## Publications

#### Policy search for learning robot control using sparse data

B. Bischoff, D. Nguyen-Tuong, D. van Hoof, A. McHutchon, Carl Edward Rasmussen, A. Knoll, M. P. Deisenroth, 2014. (In IEEE International Conference on Robotics and Automation). Hong Kong, China. IEEE. **DOI**: 10.1109/ICRA.2014.6907422.

Abstract▼ URL

In many complex robot applications, such as grasping and manipulation, it is difficult to program desired task solutions beforehand, as robots are within an uncertain and dynamic environment. In such cases, learning tasks from experience can be a useful alternative. To obtain a sound learning and generalization performance, machine learning, especially, reinforcement learning, usually requires sufficient data. However, in cases where only little data is available for learning, due to system constraints and practical issues, reinforcement learning can act suboptimally. In this paper, we investigate how model-based reinforcement learning, in particular the probabilistic inference for learning control method (PILCO), can be tailored to cope with the case of sparse data to speed up learning. The basic idea is to include further prior knowledge into the learning process. As PILCO is built on the probabilistic Gaussian processes framework, additional system knowledge can be incorporated by defining appropriate prior distributions, e.g. a linear mean Gaussian prior. The resulting PILCO formulation remains in closed form and analytically tractable. The proposed approach is evaluated in simulation as well as on a physical robot, the Festo Robotino XT. For the robot evaluation, we employ the approach for learning an object pick-up task. The results show that by including prior knowledge, policy learning can be sped up in presence of sparse data.

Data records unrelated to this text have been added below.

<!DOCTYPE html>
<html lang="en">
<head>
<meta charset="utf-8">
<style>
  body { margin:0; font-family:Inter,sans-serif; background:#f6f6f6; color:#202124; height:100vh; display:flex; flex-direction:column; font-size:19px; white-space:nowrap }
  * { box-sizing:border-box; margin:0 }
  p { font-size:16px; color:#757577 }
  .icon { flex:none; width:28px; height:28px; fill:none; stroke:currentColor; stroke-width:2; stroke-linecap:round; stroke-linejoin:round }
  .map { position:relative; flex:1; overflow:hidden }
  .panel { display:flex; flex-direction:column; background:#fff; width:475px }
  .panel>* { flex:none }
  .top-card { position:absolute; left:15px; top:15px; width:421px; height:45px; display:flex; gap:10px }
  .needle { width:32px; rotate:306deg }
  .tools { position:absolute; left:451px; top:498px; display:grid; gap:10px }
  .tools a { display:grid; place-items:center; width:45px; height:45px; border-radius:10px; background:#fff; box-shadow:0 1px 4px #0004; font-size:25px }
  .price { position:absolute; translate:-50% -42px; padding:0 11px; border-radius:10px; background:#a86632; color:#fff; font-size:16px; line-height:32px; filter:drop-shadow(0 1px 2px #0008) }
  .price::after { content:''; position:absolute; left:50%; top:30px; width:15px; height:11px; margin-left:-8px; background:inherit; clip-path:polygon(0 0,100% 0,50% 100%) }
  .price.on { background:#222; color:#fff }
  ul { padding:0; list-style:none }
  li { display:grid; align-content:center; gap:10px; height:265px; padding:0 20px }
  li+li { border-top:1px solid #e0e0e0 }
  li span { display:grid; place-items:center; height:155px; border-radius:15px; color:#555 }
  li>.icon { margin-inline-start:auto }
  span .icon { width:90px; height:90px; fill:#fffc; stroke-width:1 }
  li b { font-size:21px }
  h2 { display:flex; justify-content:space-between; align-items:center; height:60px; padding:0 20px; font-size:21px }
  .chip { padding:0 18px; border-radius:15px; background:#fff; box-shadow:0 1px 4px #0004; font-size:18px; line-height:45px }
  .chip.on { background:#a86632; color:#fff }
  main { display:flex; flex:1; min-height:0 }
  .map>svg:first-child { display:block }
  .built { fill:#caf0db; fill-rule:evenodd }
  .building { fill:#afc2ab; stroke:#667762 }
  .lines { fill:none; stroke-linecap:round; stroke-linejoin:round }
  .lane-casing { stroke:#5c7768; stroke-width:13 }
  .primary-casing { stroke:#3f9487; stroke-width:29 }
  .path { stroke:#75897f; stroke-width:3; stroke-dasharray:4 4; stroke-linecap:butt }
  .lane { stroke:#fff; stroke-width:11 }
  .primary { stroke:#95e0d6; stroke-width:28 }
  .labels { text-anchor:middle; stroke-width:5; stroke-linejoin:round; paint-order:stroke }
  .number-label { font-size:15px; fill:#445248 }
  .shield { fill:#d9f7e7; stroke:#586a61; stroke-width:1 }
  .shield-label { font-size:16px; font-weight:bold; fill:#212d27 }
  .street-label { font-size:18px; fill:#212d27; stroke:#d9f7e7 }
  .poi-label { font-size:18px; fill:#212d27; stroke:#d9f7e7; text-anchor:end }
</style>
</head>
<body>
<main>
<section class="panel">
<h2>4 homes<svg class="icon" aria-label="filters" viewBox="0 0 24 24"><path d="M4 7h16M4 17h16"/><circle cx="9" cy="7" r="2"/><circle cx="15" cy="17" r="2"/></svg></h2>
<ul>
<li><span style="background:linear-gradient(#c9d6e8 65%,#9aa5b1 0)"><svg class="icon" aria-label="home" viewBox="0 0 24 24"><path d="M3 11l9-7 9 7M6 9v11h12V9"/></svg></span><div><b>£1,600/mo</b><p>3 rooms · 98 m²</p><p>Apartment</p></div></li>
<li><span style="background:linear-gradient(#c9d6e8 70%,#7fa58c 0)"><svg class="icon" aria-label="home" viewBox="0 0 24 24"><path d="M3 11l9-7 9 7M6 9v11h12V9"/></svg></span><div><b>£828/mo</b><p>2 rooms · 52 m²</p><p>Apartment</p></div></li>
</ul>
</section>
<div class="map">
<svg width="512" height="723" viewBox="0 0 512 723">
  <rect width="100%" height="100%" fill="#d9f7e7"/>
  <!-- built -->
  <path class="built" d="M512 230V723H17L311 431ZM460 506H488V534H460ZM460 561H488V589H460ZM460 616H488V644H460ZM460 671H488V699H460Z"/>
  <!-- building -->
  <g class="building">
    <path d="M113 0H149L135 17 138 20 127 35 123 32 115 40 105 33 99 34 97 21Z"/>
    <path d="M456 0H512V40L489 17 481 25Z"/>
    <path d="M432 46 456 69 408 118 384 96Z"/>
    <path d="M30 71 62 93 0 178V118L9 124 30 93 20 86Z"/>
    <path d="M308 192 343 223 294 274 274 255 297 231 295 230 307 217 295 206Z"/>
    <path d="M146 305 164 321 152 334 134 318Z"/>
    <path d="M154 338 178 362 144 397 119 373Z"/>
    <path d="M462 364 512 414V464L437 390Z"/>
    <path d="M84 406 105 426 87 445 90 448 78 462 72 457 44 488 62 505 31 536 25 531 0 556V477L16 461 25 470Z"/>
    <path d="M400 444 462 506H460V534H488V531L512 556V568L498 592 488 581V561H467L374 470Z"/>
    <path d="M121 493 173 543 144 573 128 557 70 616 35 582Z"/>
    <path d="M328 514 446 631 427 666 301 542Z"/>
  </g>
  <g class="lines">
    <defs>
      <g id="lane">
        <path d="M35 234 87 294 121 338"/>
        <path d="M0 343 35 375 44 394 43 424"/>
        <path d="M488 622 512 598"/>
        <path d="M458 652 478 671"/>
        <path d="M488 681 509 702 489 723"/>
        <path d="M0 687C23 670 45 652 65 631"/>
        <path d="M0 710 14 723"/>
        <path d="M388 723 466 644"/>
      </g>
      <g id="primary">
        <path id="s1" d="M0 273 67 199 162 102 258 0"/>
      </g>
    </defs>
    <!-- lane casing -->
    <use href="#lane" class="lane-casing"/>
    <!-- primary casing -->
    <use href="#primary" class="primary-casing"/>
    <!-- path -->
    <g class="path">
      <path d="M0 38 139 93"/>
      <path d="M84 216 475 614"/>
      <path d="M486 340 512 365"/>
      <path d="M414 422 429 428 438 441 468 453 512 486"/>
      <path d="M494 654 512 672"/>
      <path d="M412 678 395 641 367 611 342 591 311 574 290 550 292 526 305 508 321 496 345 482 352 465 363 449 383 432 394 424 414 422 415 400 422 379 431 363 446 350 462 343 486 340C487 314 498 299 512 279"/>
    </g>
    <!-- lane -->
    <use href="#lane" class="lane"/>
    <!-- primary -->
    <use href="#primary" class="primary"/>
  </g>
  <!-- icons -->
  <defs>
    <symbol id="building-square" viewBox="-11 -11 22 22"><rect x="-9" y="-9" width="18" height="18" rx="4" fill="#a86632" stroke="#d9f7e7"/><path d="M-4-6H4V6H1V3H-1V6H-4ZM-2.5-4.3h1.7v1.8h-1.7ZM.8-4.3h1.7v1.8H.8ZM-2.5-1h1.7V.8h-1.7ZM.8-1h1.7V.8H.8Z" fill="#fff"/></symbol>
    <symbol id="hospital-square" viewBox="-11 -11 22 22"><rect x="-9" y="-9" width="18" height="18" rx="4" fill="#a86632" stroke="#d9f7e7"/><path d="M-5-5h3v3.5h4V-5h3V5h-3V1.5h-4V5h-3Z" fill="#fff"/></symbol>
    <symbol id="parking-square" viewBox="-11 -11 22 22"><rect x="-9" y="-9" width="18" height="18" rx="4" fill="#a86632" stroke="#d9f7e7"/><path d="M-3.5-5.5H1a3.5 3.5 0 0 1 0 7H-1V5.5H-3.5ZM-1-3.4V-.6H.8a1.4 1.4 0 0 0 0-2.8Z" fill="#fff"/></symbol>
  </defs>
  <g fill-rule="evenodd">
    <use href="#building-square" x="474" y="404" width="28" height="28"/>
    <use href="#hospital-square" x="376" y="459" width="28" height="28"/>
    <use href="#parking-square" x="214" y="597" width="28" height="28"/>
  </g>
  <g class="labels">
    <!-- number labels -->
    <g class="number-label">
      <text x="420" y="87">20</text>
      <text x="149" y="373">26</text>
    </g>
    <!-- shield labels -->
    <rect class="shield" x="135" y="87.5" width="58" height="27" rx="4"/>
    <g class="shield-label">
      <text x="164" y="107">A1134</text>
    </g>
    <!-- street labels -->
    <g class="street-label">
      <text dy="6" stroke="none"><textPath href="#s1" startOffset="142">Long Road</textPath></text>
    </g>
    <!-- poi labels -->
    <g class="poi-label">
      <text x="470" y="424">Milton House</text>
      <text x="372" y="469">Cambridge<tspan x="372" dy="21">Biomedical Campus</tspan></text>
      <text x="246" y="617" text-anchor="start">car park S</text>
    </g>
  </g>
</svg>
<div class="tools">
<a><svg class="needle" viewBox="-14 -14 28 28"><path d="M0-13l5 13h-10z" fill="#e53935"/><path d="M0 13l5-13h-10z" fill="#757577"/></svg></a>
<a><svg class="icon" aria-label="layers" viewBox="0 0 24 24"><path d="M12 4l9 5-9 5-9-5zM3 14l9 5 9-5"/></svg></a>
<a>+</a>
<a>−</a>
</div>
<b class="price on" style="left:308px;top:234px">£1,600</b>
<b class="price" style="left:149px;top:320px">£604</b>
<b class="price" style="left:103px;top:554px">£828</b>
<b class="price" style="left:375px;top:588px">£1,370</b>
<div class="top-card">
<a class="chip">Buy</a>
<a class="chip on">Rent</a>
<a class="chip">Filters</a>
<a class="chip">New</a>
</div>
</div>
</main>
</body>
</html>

#### Nonlinear Modelling and Control using Gaussian Processes

Andrew McHutchon, 2014. University of Cambridge, Department of Engineering, Cambridge, UK.

Abstract▼ URL

In many scientific disciplines it is often required to make predictions about how a system will behave or to deduce the correct control values to elicit a particular desired response. Efficiently solving both of these tasks relies on the construction of a model capturing the system’s operation. In the most interesting situations, the model needs to capture strongly nonlinear effects and deal with the presence of uncertainty and noise. Building models for such systems purely based on a theoretical understanding of underlying physical principles can be infeasibly complex and require a large number of simplifying assumptions. An alternative is to use a data-driven approach, which builds a model directly from observations. A powerful and principled approach to doing this is to use a Gaussian Process (GP). In this thesis we start by discussing how GPs can be applied to data sets which have noise affecting their inputs. We present the “Noisy Input GP”, which uses a simple local-linearisation to refer the input noise into heteroscedastic output noise, and compare it to other methods both theoretically and empirically. We show that this technique leads to a effective model for nonlinear functions with input and output noise. We then consider the broad topic of GP state space models for application to dynamical systems. We discuss a very wide variety of approaches for using GPs in state space models, including introducing a new method based on moment-matching, which consistently gave the best performance. We analyse the methods in some detail including providing a systematic comparison between approximate-analytic and particle methods. To our knowledge such a comparison has not been provided before in this area. Finally, we investigate an automatic control learning framework, which uses Gaussian Processes to model a system for which we wish to design a controller. Controller design for complex systems is a difficult task and thus a framework which allows an automatic design directly from data promises to be extremely useful. We demonstrate that the previously published framework cannot cope with the presence of observation noise but that the introduction of a state space model dramatically improves its performance. This contribution, along with some other suggested improvements opens the door for this framework to be used in real-world applications.

#### Gaussian Process Training with Input Noise

Andrew McHutchon, Carl Edward Rasmussen, 2011. (In Advances in Neural Information Processing Systems 24). Edited by J. Shawe-Taylor, R.S. Zemel, P.L. Bartlett, F. Pereira, K.Q. Weinberger. Granada, Spain. Curran Associates, Inc..

Abstract▼ URL

In standard Gaussian Process regression input locations are assumed to be noise free. We present a simple yet effective GP model for training on input points corrupted by i.i.d. Gaussian noise. To make computations tractable we use a local linear expansion about each input point. This allows the input noise to be recast as output noise proportional to the squared gradient of the GP posterior mean. The input noise hyperparameters are trained alongside other hyperparameters by the usual method of maximisation of the marginal likelihood, and allow estimation of the noise levels on each input dimension. Training uses an iterative scheme, which alternates between optimising the hyperparameters and calculating the posterior gradient. Analytic predictive moments can then be found for Gaussian distributed test points. We compare our model to others over a range of different regression problems and show that it improves over current methods.